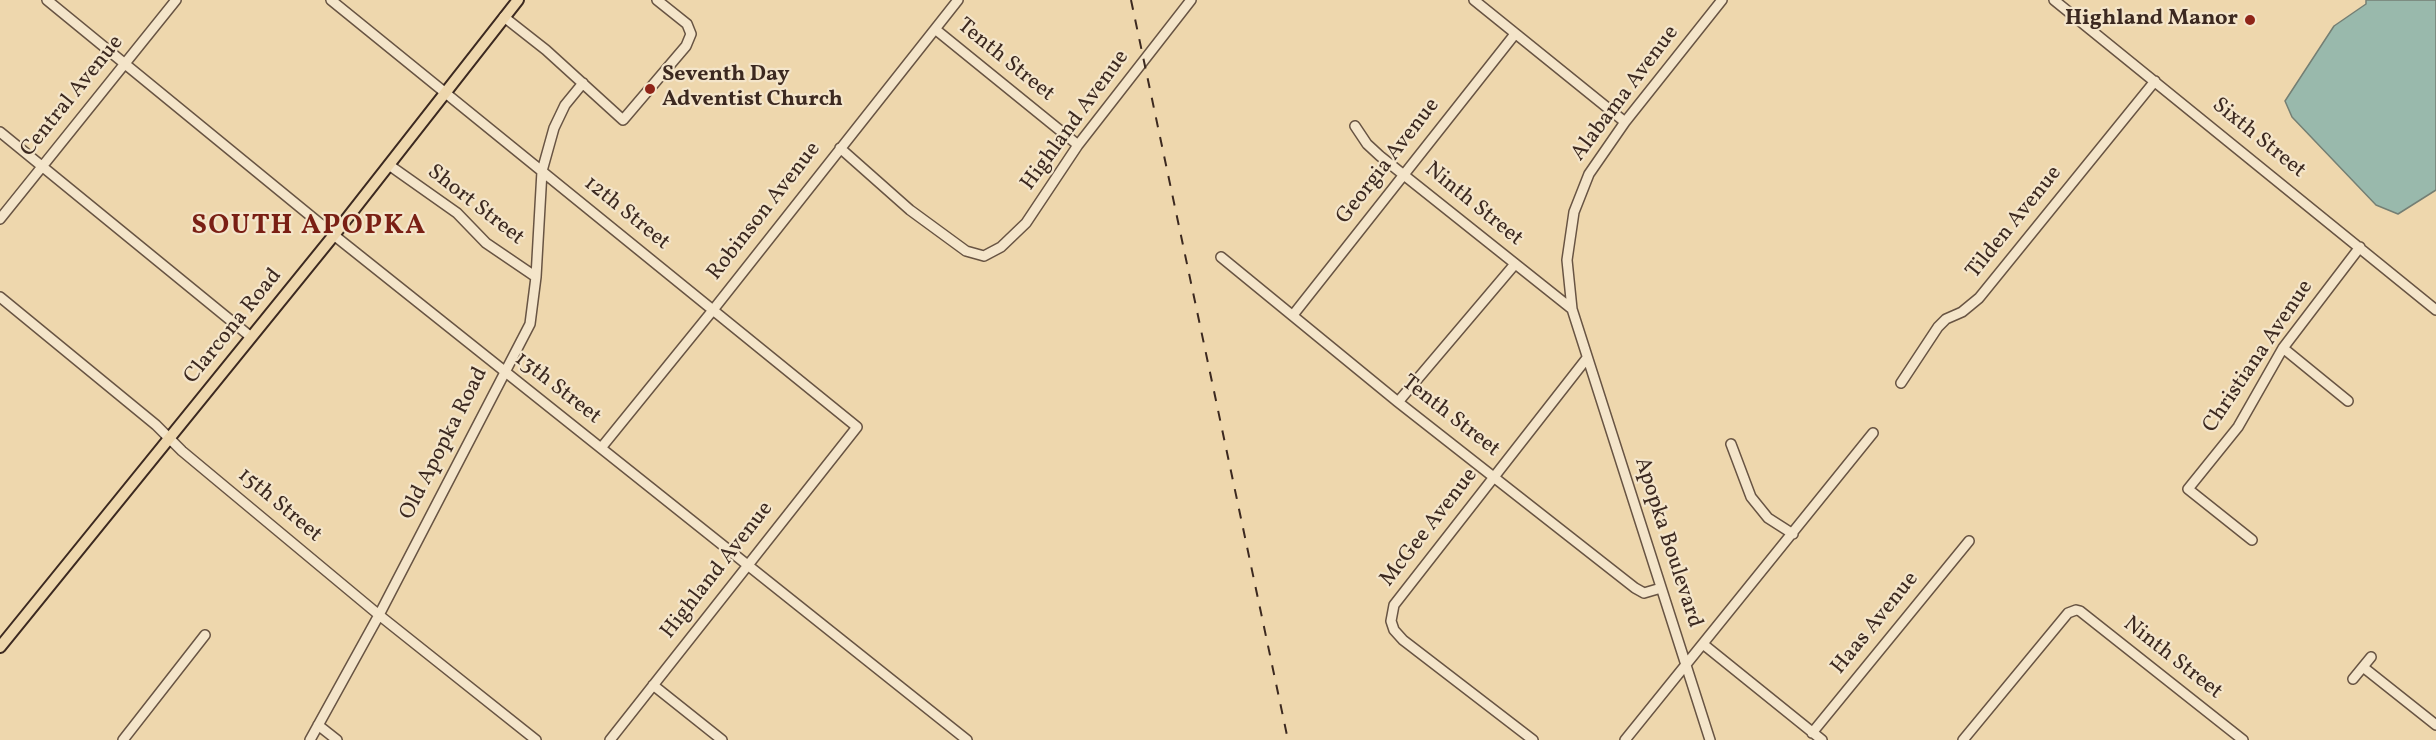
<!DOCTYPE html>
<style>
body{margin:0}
canvas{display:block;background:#eed7ad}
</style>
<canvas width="2436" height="740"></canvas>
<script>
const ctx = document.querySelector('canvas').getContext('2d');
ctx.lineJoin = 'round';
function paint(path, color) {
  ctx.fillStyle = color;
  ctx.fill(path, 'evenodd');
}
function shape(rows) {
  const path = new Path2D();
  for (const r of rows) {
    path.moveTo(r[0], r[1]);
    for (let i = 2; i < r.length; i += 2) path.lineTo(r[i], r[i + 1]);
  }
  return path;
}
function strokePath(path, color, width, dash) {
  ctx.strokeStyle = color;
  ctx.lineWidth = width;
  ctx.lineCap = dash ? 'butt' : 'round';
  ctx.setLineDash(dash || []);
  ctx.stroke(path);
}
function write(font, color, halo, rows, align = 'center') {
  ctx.font = font + ' Vollkorn,serif';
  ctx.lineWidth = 4.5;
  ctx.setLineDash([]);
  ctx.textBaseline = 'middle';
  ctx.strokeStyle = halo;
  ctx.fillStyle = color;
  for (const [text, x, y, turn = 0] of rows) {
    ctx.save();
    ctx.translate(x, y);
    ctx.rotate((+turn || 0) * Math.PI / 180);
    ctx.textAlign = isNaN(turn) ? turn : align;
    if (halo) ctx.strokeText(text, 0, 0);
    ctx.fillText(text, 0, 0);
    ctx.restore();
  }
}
const water = shape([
 [2366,0,2436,0,2436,190,2398,214,2376,205,2292,117,2285,101,2334,26,2366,4,2366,0]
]);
const minor = shape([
 [47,0,340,240,967,740],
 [331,0,857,427,610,740],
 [1474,0,1625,122],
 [2054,0,2436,310],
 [504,17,546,50,623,120,686,46,691,34,687,24,657,0],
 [935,29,1078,145],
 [1355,126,1367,144,1380,156,1572,309],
 [0,132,251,337],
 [840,148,910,210,966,251,984,256,1001,247,1026,223,1078,145,1191,0],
 [389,165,457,213,486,243,536,277],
 [0,219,176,0],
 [1221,257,1398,402,1635,588,1644,593,1661,588],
 [0,297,156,425,182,451,379,615,536,740],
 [1293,315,1515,34],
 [2283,348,2348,401],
 [1901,383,1938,327,1946,319,1962,312,1979,298,2155,81],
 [1398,402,1515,264],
 [1731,444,1751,497,1768,518,1793,534],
 [601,448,713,310,958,0],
 [2252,540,2188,489,2238,427,2283,348,2360,247],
 [1703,644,1822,740],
 [2363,667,2436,725],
 [2353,679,2371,657],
 [653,685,722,740],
 [318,725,337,740],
 [1812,733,1969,541],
 [123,740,205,635],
 [310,740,379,615,530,324,536,277,542,171,554,128,565,105,583,83],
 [1533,740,1403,640,1394,630,1391,621,1394,605,1587,358],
 [1625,740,1873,433],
 [1710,740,1572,309,1567,260,1574,212,1589,174,1625,122,1722,0],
 [1963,740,2068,613,2076,610,2080,611,2243,740]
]);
const major = shape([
 [0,647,334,235,518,0]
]);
const rail = shape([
 [1131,0,1288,740]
]);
const markers = [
 [2250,20,6,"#8f2418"],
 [650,89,6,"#8f2418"]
];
const poiNames = [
 ["Highland Manor",2238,20],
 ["Seventh Day",662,76,"left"],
 ["Adventist Church",662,101,"left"]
];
const streetNames = [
 ["Tenth Street",1005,61,39],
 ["Alabama Avenue",1626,94,-53],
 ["Central Avenue",73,97,-51],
 ["Highland Avenue",1076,121,-54],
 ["Sixth Street",2258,139,39],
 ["Georgia Avenue",1389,162,-52],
 ["Ninth Street",1473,205,39],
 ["Short Street",475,206,38],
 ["Robinson Avenue",765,212,-52],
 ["12th Street",626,214,39],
 ["Tilden Avenue",2015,223,-51],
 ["Clarcona Road",234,327,-51],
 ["Christiana Avenue",2259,357,-56],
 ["13th Street",557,389,38],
 ["Tenth Street",1450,417,38],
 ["Old Apopka Road",445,444,-63],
 ["15th Street",279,506,40],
 ["McGee Avenue",1430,528,-52],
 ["Apopka Boulevard",1667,543,72],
 ["Highland Avenue",718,571,-52],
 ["Haas Avenue",1876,624,-51],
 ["Ninth Street",2172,659,38]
];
const districtNames = [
 ["SOUTH APOPKA",309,228]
];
paint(water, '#99b9ac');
strokePath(water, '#747f74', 1.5);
strokePath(minor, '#685443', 12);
strokePath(major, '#3c2920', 14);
strokePath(minor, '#f4e5ca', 9);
strokePath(major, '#eed7ad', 10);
strokePath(rail, '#3c2920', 2, [10, 10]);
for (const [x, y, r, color] of markers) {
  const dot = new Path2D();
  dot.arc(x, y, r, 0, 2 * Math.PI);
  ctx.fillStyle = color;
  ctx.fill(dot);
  strokePath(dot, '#f4e5ca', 2);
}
write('bold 22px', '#3c2920', '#f4e5ca', poiNames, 'right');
write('22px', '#3c2920', '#f4e5ca', streetNames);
ctx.letterSpacing = '1.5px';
write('bold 28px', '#7a1f14', '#f4e5ca', districtNames);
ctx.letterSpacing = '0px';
</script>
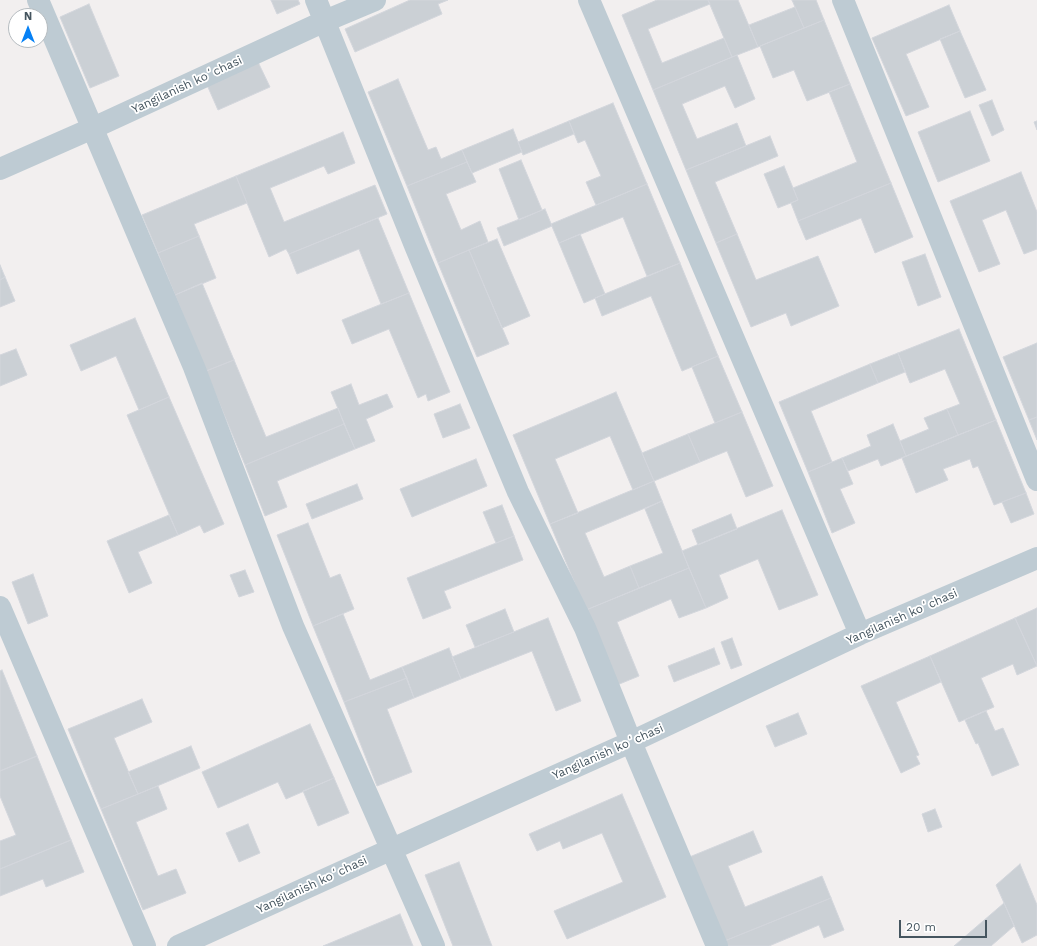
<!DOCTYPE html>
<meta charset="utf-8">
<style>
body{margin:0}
#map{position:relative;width:1037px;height:946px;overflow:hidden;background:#f2efef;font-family:"Work Sans",sans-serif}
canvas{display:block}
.north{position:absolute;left:8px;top:8px;width:40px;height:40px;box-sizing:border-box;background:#fff;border:1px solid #b5bbbf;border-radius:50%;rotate:0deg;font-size:11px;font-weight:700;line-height:16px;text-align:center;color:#45555f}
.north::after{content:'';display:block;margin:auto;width:14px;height:18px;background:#0681f5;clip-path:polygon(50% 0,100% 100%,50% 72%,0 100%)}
.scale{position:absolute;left:899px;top:920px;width:88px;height:18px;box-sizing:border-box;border:2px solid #45555f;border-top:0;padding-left:5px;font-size:12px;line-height:14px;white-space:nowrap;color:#45555f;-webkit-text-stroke:3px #fff;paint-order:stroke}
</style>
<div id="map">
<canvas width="1037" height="946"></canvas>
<div class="north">N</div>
<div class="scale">20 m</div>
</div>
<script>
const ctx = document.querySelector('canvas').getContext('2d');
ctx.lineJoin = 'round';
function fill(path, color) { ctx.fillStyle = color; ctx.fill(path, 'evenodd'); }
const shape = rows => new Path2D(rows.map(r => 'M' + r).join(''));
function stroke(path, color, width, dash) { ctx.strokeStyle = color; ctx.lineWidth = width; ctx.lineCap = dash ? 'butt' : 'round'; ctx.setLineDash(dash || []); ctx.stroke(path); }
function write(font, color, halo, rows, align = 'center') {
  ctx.font = font + ' "Work Sans",sans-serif'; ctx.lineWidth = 3.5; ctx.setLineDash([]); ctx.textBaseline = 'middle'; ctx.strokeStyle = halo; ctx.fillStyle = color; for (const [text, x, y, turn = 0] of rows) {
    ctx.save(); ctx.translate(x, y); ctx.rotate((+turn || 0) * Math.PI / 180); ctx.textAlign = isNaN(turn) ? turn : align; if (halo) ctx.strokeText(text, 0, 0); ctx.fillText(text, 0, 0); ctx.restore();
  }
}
const building = shape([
 [271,0,298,0,300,4,277,14,271,0],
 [410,0,448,0,438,4,442,14,355,52,345,29,410,0],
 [657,0,708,0,710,4,648,29,662,63,724,38,732,57,653,90,622,15,657,0],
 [708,0,738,0,758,47,732,57,708,0],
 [792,0,816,0,824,20,804,28,792,0],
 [89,4,119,76,90,88,60,17,89,4],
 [949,5,960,31,906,54,929,107,906,116,872,38,949,5],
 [795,7,804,28,758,47,749,25,795,7],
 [824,20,850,84,807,101,794,70,773,78,760,46,824,20],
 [960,31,986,90,965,98,940,39,960,31],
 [737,55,755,99,735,108,725,86,682,104,697,139,737,123,746,146,686,170,653,90,737,55],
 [258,62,270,87,218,110,207,85,258,62],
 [398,79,428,150,436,147,441,159,462,150,467,162,407,186,368,92,398,79],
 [850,84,891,183,798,221,791,203,798,200,793,188,857,162,829,92,850,84],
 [992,100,1004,130,992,136,979,105,992,100],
 [613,103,647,184,596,205,586,182,601,176,585,140,578,143,569,121,613,103],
 [970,111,990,161,938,182,918,132,970,111],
 [569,121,574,134,523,155,518,142,569,121],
 [1037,121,1037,130,1034,122,1037,121],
 [513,129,522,152,472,173,462,150,513,129],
 [343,132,355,163,328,174,324,166,270,188,284,222,375,185,387,214,289,254,286,249,269,257,236,176,343,132],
 [770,136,778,156,715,182,737,234,716,243,686,170,770,136],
 [521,160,542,210,519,220,499,169,521,160],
 [467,162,476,182,446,194,461,230,480,221,488,242,438,263,407,186,467,162],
 [784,166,798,200,778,208,764,174,784,166],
 [1021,172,1037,212,1037,249,1024,254,1006,210,982,220,1000,264,979,272,950,201,1021,172],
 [236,176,247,203,194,224,199,236,158,253,142,215,236,176],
 [891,183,913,237,875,253,861,218,806,240,798,221,891,183],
 [647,184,680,263,647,276,623,217,559,243,551,224,647,184],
 [545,209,552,226,504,246,497,228,545,209],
 [378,218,409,293,381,304,359,249,297,274,289,254,378,218],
 [580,234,605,294,584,303,559,243,580,234],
 [737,234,756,280,818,256,839,306,791,326,786,313,751,327,716,243,737,234],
 [199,236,216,278,175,295,158,253,199,236],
 [497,239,530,316,502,328,469,250,497,239],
 [469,250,509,344,477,357,438,263,469,250],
 [925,254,941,297,918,306,902,262,925,254],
 [680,263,718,356,682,371,651,296,602,316,595,298,680,263],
 [0,265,5,277,0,280,0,265],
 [5,277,15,301,0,307,0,280,5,277],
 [202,283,234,360,206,371,175,295,202,283],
 [409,293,450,392,428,401,426,394,418,398,389,329,352,344,342,320,409,293],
 [135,318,169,397,139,410,116,356,81,371,70,345,135,318],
 [959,329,996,420,958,435,947,409,960,404,945,369,910,383,898,353,959,329],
 [1037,343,1037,417,1029,420,1003,357,1037,343],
 [16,349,27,375,0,386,0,355,16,349],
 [898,353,905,372,878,383,870,364,898,353],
 [718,356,742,412,715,423,692,367,718,356],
 [234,360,266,437,338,408,344,424,245,465,206,371,234,360],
 [870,364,878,383,811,411,832,462,808,472,779,402,870,364],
 [351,384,359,405,387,394,393,407,366,419,375,441,355,449,331,392,351,384],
 [616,392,654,481,633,490,610,436,555,459,578,513,550,524,513,435,616,392],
 [169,397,224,524,204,533,200,525,178,535,127,415,169,397],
 [460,404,470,428,443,438,434,414,460,404],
 [947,409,958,435,906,456,900,441,929,429,924,418,947,409],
 [742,412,773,486,746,497,727,451,700,462,688,434,742,412],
 [1037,417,1037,440,1029,420,1037,417],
 [996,420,1026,493,994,505,978,466,973,468,970,459,943,469,948,480,916,493,902,458,996,420],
 [344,424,355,449,277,481,287,507,265,516,245,465,344,424],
 [893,424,906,456,881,466,878,459,848,471,842,458,871,446,867,435,893,424],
 [688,434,700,462,654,481,642,453,688,434],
 [842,458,853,484,840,489,855,523,832,533,808,472,842,458],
 [476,459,487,486,412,517,400,489,476,459],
 [654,481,662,501,585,533,604,577,630,566,639,588,586,610,550,524,654,481],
 [357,484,363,499,312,519,306,504,357,484],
 [1026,493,1034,514,1011,523,1002,502,1026,493],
 [662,501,689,568,639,588,630,566,663,553,645,509,662,501],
 [502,505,514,536,496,543,483,512,502,505],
 [782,510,818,595,779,610,758,559,719,575,728,598,706,608,682,551,782,510],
 [731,514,737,529,698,545,692,530,731,514],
 [169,515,178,535,138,552,152,583,129,593,107,541,169,515],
 [308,523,330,578,340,574,354,609,313,626,277,535,308,523],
 [514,536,523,560,444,591,451,608,423,619,407,578,514,536],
 [689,568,706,608,679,618,671,599,617,622,639,676,617,685,586,610,689,568],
 [245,570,254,592,239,597,230,575,245,570],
 [33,574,48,616,28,624,12,582,33,574],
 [1037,608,1037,666,1015,618,1037,608],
 [505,609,514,632,475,647,466,625,505,609],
 [343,614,370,680,402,667,407,678,344,702,313,626,343,614],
 [548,618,581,701,556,711,532,651,461,679,452,657,548,618],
 [1015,618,1037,666,1017,675,1013,664,981,678,994,707,959,722,930,656,1015,618],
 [732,638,742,665,731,669,721,642,732,638],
 [449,648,461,679,414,698,402,667,449,648],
 [714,648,720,664,674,682,668,666,714,648],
 [930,656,941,682,896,702,919,755,916,756,920,764,901,773,861,686,930,656],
 [2,670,37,756,0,771,0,671,2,670],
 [407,678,414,698,387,709,412,772,377,786,344,702,407,678],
 [142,699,152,722,114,738,138,794,101,809,68,729,142,699],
 [986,711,995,731,1003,728,1019,765,992,776,978,743,976,744,965,720,986,711],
 [798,713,807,734,775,747,766,726,798,713],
 [310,724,334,778,286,799,278,782,218,808,202,772,310,724],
 [191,746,200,768,138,794,128,772,191,746],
 [37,756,71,840,0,869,0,841,16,835,0,796,0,771,37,756],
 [334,778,349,813,318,826,303,791,334,778],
 [158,786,167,809,136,822,158,876,176,869,186,893,143,910,101,809,158,786],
 [622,794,666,897,567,939,554,911,623,882,602,833,563,849,560,841,537,851,529,834,622,794],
 [935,809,942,827,928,832,922,814,935,809],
 [248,824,260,853,239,862,226,833,248,824],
 [753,831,762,852,728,866,745,907,822,876,831,898,722,942,687,858,753,831],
 [71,840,84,872,46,887,43,879,0,896,0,869,71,840],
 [459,862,492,946,453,946,425,875,459,862],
 [1020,864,1037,905,1037,935,1022,943,996,885,1020,864],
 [831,898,844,930,824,938,819,925,769,946,723,946,722,942,831,898],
 [1004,903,1014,926,991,946,954,946,1004,903],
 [400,914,413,946,323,946,400,914]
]);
fill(building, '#cbd0d5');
stroke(building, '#d3d6dc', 1);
stroke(shape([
 [38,0,194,367,293,626,434,946],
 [316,0,416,248,518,492,585,628,631,742,717,946],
 [589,0,860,634],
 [843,0,1037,480],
 [0,169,93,128,325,21,375,0],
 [0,607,145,946],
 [178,946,392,849,631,742,860,634,1037,558]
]), '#becbd3', 22);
write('12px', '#45555f', '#fff', [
 ["Yangilanish koʻchasi",187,85,-25],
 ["Yangilanish koʻchasi",902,617,-24],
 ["Yangilanish koʻchasi",608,752,-24],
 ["Yangilanish koʻchasi",312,885,-25]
]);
</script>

__THE TASK__.
For the word "lineCap", find all matching lines in the entries above and copy them out.

__ANSWER BOX__.
  ctx.lineCap = dash ? 'butt' : 'round';
function stroke(path, color, width, dash) { ctx.strokeStyle = color; ctx.lineWidth = width; ctx.lineCap = dash ? 'butt' : 'round'; ctx.setLineDash(dash || []); ctx.stroke(path); }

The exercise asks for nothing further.